Print all the records exactly, please.
====================
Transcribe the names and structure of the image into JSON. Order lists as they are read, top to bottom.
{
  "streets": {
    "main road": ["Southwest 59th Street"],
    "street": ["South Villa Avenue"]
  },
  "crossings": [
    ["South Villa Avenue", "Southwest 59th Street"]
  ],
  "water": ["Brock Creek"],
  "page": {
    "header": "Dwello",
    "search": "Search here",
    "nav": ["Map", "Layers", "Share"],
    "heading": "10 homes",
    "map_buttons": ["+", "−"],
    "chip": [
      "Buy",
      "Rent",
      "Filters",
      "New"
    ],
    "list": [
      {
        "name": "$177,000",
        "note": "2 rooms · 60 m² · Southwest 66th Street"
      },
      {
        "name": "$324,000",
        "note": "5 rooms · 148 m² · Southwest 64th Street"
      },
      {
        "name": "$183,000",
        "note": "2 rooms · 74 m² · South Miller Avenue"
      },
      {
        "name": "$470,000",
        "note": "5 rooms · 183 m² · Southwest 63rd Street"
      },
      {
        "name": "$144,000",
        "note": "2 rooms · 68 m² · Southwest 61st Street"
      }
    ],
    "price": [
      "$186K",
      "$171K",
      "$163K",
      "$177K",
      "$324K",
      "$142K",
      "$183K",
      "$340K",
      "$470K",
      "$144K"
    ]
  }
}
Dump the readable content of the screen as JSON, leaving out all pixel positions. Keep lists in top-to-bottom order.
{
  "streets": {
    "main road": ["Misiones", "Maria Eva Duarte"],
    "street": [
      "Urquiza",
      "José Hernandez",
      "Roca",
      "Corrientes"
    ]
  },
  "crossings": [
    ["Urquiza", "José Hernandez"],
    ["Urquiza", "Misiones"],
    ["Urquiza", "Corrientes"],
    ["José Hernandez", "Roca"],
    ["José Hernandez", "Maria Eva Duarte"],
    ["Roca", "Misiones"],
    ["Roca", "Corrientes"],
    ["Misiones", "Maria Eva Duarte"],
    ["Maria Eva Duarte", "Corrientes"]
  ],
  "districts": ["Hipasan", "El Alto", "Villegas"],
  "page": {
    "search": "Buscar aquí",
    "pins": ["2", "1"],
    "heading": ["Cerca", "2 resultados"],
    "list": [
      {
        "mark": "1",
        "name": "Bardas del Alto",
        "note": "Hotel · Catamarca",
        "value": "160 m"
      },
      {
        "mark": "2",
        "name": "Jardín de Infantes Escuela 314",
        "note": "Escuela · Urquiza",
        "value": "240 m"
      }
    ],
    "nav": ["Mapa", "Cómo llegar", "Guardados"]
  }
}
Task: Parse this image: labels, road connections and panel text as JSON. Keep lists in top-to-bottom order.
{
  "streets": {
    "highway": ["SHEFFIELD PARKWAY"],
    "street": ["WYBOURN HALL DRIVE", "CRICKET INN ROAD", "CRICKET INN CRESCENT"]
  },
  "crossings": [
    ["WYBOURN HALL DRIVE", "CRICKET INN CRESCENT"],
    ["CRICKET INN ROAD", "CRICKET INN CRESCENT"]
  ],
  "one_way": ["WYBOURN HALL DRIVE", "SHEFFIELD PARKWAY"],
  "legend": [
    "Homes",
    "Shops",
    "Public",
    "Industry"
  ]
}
====================
▸ **TASK RESULT**:
Transcribe the names and structure of the image into JSON. Order lists as they are read, top to bottom.
{
  "streets": {
    "main road": ["Southwest 59th Street"],
    "street": ["South Villa Avenue"]
  },
  "crossings": [
    ["South Villa Avenue", "Southwest 59th Street"]
  ],
  "water": ["Brock Creek"],
  "page": {
    "header": "Dwello",
    "search": "Search here",
    "nav": ["Map", "Layers", "Share"],
    "heading": "10 homes",
    "map_buttons": ["+", "−"],
    "chip": [
      "Buy",
      "Rent",
      "Filters",
      "New"
    ],
    "list": [
      {
        "name": "$177,000",
        "note": "2 rooms · 60 m² · Southwest 66th Street"
      },
      {
        "name": "$324,000",
        "note": "5 rooms · 148 m² · Southwest 64th Street"
      },
      {
        "name": "$183,000",
        "note": "2 rooms · 74 m² · South Miller Avenue"
      },
      {
        "name": "$470,000",
        "note": "5 rooms · 183 m² · Southwest 63rd Street"
      },
      {
        "name": "$144,000",
        "note": "2 rooms · 68 m² · Southwest 61st Street"
      }
    ],
    "price": [
      "$186K",
      "$171K",
      "$163K",
      "$177K",
      "$324K",
      "$142K",
      "$183K",
      "$340K",
      "$470K",
      "$144K"
    ]
  }
}
Dump the readable content of the screen as JSON, leaving out all pixel positions. Keep lists in top-to-bottom order.
{
  "streets": {
    "main road": ["Misiones", "Maria Eva Duarte"],
    "street": [
      "Urquiza",
      "José Hernandez",
      "Roca",
      "Corrientes"
    ]
  },
  "crossings": [
    ["Urquiza", "José Hernandez"],
    ["Urquiza", "Misiones"],
    ["Urquiza", "Corrientes"],
    ["José Hernandez", "Roca"],
    ["José Hernandez", "Maria Eva Duarte"],
    ["Roca", "Misiones"],
    ["Roca", "Corrientes"],
    ["Misiones", "Maria Eva Duarte"],
    ["Maria Eva Duarte", "Corrientes"]
  ],
  "districts": ["Hipasan", "El Alto", "Villegas"],
  "page": {
    "search": "Buscar aquí",
    "pins": ["2", "1"],
    "heading": ["Cerca", "2 resultados"],
    "list": [
      {
        "mark": "1",
        "name": "Bardas del Alto",
        "note": "Hotel · Catamarca",
        "value": "160 m"
      },
      {
        "mark": "2",
        "name": "Jardín de Infantes Escuela 314",
        "note": "Escuela · Urquiza",
        "value": "240 m"
      }
    ],
    "nav": ["Mapa", "Cómo llegar", "Guardados"]
  }
}
Task: Parse this image: labels, road connections and panel text as JSON. Keep lists in top-to-bottom order.
{
  "streets": {
    "highway": ["SHEFFIELD PARKWAY"],
    "street": ["WYBOURN HALL DRIVE", "CRICKET INN ROAD", "CRICKET INN CRESCENT"]
  },
  "crossings": [
    ["WYBOURN HALL DRIVE", "CRICKET INN CRESCENT"],
    ["CRICKET INN ROAD", "CRICKET INN CRESCENT"]
  ],
  "one_way": ["WYBOURN HALL DRIVE", "SHEFFIELD PARKWAY"],
  "legend": [
    "Homes",
    "Shops",
    "Public",
    "Industry"
  ]
}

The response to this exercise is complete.